■ Exercise requirements: In this exercise, set down every entry that follows exactly as it appears.

[Stored items from a collection]
────────────────
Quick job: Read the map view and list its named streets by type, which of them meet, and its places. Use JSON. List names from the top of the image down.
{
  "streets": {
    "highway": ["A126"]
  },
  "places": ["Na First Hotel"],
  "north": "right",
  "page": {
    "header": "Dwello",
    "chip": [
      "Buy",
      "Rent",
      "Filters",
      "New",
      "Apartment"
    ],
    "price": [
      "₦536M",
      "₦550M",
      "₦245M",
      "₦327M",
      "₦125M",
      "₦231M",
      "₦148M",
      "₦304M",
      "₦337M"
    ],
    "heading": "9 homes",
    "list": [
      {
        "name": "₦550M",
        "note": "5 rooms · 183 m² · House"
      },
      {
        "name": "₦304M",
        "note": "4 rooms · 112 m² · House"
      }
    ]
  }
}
────────────────
■ Output:
Quick job: Read the map view and list its named streets by type, which of them meet, and its places. Use JSON. List names from the top of the image down.
{
  "streets": {
    "highway": ["A126"]
  },
  "places": ["Na First Hotel"],
  "north": "right",
  "page": {
    "header": "Dwello",
    "chip": [
      "Buy",
      "Rent",
      "Filters",
      "New",
      "Apartment"
    ],
    "price": [
      "₦536M",
      "₦550M",
      "₦245M",
      "₦327M",
      "₦125M",
      "₦231M",
      "₦148M",
      "₦304M",
      "₦337M"
    ],
    "heading": "9 homes",
    "list": [
      {
        "name": "₦550M",
        "note": "5 rooms · 183 m² · House"
      },
      {
        "name": "₦304M",
        "note": "4 rooms · 112 m² · House"
      }
    ]
  }
}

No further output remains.